§ Instructions for the task
Every record gets copied exactly, and no picture goes with it.

§ Data shown
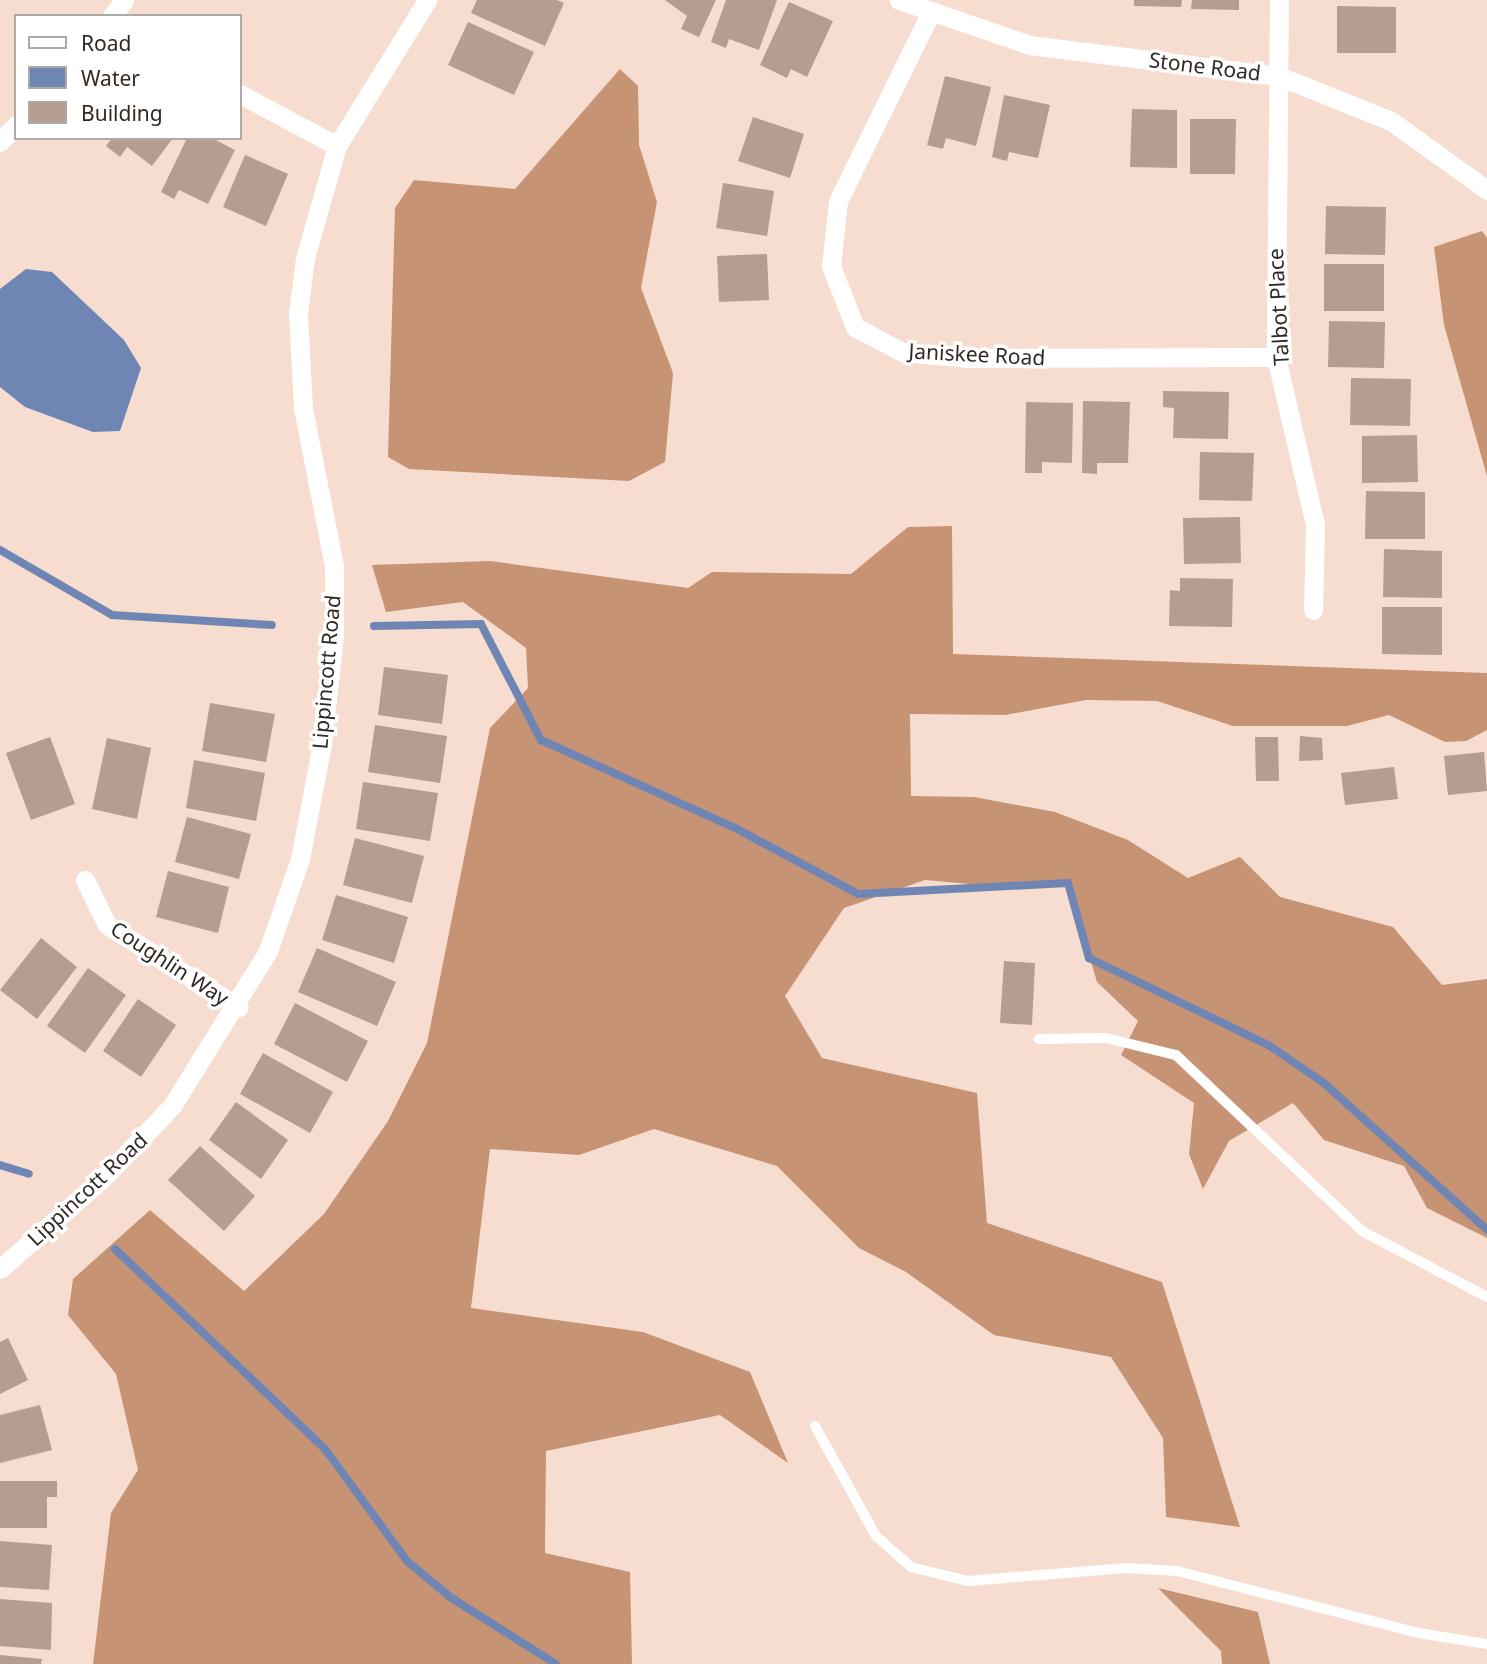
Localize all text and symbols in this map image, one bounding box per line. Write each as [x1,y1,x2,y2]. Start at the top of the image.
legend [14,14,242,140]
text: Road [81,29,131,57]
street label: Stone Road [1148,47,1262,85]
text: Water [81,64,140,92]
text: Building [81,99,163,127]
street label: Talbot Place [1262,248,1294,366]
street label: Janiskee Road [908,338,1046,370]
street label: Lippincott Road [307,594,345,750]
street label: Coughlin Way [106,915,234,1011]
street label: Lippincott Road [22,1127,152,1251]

§ Response to this task
Localize all text and symbols in this map image, one bounding box per line. Write each as [x1,y1,x2,y2]. Start at the top of the image.
legend [14,14,242,140]
text: Road [81,29,131,57]
street label: Stone Road [1148,47,1262,85]
text: Water [81,64,140,92]
text: Building [81,99,163,127]
street label: Talbot Place [1262,248,1294,366]
street label: Janiskee Road [908,338,1046,370]
street label: Lippincott Road [307,594,345,750]
street label: Coughlin Way [106,915,234,1011]
street label: Lippincott Road [22,1127,152,1251]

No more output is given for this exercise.